How to complete this task. When you reach the line containing "Describe this picture" in the entries below, please begin setting down lines exactly, stop only after the last one, and add nothing else.

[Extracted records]
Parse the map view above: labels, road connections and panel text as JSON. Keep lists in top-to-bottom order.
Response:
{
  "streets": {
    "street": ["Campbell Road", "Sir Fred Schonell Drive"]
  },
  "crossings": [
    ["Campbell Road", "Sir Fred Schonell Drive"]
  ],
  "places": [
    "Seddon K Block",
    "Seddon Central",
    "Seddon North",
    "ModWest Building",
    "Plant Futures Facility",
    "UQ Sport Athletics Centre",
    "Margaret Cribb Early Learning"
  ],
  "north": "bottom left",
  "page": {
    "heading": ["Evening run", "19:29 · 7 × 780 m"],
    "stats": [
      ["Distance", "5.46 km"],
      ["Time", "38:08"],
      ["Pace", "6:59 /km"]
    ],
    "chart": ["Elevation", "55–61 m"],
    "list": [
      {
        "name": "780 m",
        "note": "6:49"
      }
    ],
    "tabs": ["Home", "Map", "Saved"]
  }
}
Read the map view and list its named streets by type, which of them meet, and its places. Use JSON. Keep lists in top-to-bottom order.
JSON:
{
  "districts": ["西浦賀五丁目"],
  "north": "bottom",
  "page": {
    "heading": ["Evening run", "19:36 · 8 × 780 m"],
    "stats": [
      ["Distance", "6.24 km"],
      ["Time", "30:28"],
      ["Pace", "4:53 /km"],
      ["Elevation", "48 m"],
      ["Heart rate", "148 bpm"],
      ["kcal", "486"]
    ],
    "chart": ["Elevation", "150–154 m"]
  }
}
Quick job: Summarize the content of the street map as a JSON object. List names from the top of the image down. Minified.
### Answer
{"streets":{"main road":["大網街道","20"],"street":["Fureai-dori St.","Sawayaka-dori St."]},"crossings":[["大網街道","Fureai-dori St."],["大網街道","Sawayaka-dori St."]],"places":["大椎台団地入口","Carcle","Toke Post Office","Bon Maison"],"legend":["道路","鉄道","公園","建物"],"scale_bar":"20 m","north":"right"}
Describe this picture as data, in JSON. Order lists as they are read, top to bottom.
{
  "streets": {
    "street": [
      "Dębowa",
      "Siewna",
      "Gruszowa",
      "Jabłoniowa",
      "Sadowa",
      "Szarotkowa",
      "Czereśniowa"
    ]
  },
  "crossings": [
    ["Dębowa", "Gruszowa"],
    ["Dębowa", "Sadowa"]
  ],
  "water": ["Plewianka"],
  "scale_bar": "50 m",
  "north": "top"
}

Output for this task.
Describe this picture as data, in JSON. Order lists as they are read, top to bottom.
{
  "streets": {
    "street": [
      "Dębowa",
      "Siewna",
      "Gruszowa",
      "Jabłoniowa",
      "Sadowa",
      "Szarotkowa",
      "Czereśniowa"
    ]
  },
  "crossings": [
    ["Dębowa", "Gruszowa"],
    ["Dębowa", "Sadowa"]
  ],
  "water": ["Plewianka"],
  "scale_bar": "50 m",
  "north": "top"
}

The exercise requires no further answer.